== Segment start ==
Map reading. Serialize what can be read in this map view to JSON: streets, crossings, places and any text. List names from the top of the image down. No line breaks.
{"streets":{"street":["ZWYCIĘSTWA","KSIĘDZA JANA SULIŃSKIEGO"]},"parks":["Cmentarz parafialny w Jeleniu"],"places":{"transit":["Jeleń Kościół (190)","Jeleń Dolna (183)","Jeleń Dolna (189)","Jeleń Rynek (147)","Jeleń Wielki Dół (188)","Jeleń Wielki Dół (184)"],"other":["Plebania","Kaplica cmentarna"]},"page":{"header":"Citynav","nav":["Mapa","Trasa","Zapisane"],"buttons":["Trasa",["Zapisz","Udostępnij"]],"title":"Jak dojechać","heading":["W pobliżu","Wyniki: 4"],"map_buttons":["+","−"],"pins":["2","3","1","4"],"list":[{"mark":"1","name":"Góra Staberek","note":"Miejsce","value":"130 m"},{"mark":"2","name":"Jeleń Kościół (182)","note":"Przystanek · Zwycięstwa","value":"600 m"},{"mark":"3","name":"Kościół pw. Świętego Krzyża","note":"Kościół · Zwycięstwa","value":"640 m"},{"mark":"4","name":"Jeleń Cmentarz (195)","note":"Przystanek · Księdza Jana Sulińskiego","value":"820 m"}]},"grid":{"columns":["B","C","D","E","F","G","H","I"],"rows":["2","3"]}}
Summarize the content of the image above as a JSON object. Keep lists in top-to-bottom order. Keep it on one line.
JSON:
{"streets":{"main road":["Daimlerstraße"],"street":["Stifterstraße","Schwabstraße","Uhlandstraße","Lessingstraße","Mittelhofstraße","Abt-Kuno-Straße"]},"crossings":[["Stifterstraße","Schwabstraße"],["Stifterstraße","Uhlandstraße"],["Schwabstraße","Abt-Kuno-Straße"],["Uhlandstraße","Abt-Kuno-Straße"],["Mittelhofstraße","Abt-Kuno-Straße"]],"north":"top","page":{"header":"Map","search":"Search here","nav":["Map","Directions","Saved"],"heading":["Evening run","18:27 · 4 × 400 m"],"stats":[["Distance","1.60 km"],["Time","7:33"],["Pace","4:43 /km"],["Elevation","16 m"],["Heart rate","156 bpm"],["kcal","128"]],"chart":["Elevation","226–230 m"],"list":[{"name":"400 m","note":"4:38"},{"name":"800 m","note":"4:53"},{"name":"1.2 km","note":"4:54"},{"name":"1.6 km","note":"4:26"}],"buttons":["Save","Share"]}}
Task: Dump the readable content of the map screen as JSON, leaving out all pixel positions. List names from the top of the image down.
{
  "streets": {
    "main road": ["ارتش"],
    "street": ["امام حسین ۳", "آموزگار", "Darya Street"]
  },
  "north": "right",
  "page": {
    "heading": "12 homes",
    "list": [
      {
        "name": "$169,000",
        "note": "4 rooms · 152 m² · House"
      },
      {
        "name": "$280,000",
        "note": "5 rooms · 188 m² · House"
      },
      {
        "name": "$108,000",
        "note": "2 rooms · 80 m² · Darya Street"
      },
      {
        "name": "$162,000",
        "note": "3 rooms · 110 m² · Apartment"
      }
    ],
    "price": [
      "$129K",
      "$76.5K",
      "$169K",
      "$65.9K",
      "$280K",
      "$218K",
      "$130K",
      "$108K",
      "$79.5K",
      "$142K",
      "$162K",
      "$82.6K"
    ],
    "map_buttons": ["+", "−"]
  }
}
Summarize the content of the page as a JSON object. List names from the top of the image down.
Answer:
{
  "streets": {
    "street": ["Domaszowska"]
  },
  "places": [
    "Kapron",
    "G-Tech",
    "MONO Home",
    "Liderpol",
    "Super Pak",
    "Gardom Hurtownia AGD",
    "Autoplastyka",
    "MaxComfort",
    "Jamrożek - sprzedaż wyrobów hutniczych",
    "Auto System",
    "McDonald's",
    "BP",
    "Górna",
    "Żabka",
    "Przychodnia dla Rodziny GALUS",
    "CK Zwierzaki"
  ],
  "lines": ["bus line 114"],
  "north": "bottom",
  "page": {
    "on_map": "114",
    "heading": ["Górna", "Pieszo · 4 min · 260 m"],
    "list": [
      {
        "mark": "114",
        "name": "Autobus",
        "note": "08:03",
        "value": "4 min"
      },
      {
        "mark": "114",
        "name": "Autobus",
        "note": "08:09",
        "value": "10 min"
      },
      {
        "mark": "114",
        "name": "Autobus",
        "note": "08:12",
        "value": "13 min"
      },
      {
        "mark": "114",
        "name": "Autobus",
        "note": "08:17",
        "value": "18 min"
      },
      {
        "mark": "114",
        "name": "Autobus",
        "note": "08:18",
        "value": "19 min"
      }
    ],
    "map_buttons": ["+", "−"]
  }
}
== Segment end ==
Problem: Count lines above containing "object" and report only the total.

Answer to this problem: 2